How should this misuse of the American judicial system be righted? Much smarter minds than mine have tried and failed at this endeavor, though admittedly most of the failures were due to politics rather than policy. The answer, however, lies with incentives (as it does with all aspects of human behavior). Remove the incentives for unnecessary lawsuits and increase the penalties for frivolous lawsuits and the problems should correct itself.

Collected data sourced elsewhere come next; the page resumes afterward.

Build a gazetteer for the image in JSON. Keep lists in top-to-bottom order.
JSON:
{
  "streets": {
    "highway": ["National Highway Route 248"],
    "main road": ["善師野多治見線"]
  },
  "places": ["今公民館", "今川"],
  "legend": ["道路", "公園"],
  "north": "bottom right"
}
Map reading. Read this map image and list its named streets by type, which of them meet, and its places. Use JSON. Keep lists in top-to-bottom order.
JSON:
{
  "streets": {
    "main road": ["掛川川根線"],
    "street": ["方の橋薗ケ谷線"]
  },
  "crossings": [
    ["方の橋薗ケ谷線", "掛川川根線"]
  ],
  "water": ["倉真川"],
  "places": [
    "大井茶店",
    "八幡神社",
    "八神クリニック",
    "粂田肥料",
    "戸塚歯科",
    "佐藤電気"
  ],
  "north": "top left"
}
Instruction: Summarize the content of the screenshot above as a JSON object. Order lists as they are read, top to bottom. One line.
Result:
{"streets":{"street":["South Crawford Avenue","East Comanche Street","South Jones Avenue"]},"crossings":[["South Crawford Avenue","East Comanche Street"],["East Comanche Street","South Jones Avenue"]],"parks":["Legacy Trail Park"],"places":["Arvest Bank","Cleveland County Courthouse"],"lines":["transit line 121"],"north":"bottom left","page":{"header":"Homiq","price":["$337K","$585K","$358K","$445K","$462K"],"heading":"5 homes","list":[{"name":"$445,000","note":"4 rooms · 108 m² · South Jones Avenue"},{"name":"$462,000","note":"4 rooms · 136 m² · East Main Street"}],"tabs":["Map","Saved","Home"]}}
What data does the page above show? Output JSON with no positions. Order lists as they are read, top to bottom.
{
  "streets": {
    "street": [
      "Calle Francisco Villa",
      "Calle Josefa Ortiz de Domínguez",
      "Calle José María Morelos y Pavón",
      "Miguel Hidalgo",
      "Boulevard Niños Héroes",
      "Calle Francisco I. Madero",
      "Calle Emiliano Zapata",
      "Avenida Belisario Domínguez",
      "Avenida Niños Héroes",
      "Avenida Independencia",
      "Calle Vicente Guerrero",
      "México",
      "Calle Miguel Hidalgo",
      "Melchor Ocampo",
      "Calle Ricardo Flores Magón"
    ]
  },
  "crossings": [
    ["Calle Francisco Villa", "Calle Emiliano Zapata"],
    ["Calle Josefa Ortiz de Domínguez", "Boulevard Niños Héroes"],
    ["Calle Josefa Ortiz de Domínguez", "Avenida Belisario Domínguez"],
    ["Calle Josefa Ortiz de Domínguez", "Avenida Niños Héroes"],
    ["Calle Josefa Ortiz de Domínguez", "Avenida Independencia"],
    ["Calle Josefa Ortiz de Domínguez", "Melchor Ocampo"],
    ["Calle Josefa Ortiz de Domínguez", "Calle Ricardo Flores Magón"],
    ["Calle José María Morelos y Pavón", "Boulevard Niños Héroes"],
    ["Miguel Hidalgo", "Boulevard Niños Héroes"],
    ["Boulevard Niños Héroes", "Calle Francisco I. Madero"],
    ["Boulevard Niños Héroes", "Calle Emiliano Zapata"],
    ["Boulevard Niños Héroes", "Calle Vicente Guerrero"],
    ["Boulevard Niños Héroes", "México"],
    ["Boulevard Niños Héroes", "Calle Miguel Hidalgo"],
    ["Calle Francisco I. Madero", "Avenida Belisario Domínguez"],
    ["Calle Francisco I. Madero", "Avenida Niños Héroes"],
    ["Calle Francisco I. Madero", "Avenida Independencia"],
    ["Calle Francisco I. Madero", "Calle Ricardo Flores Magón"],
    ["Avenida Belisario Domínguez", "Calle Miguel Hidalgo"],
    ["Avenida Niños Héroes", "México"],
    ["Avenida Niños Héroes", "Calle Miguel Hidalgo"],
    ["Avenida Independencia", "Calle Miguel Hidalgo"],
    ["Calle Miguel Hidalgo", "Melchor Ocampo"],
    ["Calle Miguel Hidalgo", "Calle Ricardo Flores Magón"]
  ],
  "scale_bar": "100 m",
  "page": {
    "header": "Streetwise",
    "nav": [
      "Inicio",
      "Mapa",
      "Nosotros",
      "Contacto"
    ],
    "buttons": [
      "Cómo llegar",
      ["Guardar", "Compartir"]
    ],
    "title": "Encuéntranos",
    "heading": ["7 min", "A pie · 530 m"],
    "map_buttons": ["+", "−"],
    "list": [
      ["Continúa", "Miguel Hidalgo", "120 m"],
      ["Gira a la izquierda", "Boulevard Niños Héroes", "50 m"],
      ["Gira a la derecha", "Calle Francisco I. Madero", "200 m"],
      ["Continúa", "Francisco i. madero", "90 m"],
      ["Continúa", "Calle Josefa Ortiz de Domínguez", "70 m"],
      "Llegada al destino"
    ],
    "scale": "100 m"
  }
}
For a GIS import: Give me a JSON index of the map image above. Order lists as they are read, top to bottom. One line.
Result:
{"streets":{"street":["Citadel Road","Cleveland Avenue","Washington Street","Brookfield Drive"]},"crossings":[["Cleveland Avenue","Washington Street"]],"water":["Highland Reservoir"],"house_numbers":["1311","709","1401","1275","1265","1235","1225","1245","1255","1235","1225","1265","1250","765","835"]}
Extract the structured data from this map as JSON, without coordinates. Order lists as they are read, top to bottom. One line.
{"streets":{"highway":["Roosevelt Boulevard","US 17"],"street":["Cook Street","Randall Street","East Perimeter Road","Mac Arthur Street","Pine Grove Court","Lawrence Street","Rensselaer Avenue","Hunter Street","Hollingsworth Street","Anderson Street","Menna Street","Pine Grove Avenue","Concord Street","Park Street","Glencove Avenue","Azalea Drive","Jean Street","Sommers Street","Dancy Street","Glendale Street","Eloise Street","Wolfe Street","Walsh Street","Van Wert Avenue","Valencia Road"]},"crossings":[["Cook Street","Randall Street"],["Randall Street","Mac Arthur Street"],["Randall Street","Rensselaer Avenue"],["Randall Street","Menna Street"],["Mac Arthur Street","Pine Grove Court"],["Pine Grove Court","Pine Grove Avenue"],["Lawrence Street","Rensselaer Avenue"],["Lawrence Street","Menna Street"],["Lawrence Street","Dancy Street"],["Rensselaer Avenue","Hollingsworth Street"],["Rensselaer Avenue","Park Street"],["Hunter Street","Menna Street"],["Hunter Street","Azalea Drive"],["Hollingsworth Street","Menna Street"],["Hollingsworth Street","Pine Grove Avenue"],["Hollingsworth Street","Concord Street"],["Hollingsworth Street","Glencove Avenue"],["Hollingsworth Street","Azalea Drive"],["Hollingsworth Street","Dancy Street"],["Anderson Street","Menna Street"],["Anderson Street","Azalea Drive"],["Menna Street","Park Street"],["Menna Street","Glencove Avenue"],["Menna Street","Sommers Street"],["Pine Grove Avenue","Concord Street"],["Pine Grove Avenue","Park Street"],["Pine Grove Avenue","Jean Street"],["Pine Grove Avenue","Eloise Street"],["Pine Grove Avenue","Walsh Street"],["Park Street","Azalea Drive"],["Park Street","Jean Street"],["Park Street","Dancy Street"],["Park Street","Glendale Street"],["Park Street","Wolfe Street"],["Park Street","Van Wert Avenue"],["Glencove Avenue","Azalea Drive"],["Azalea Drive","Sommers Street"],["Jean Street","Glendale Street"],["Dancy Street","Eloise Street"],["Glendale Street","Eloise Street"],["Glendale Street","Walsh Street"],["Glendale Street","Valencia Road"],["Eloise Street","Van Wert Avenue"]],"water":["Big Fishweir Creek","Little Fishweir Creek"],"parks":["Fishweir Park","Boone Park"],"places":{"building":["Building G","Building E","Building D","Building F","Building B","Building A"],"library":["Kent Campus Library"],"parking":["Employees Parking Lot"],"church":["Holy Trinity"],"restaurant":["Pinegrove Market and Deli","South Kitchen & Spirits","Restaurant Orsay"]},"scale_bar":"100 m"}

While the rights of the plaintiff must be protected, the rights of the physicians cannot be ignored. Compensation for the legal fees or “closure of practice” losses (opportunity cost for weeks of sitting in court) of the prevailing physician would be a start, but would admittedly discourage those of limited means from seeking compensation for true loss. The most important move would be the transfer of all malpractice proceedings from jury trials to arbitration courts. Currently, malpractice trials are low on fact and objectivity (qualities we prize in our physicians?), and high on emotion and loss. Juries, usually medically unsophisticated, fall trap to the same smooth talking snake oil salesmen that convinced the plaintiff to sue in the first place, and for that reason often side with the plaintiff inappropriately (leading to a large number of physicians and insurers to settle out of court so as to “not risk it”). An arbitration court made up of three or more judges trained in medical malpractice (though, importantly, not medicine) would allow fair proceedings based on objective evidence and help even the playing field.

However it is achieved, a fundamental reworking of the malpractice system is mandated in order to control medical costs and allow for accessibility to medical care. This article in the New England Journal serves to highlight in the strongest and starkest terms the extent and severity of the problem, there can be no more ignoring or denying it.

We are the 99, and we demand a solution.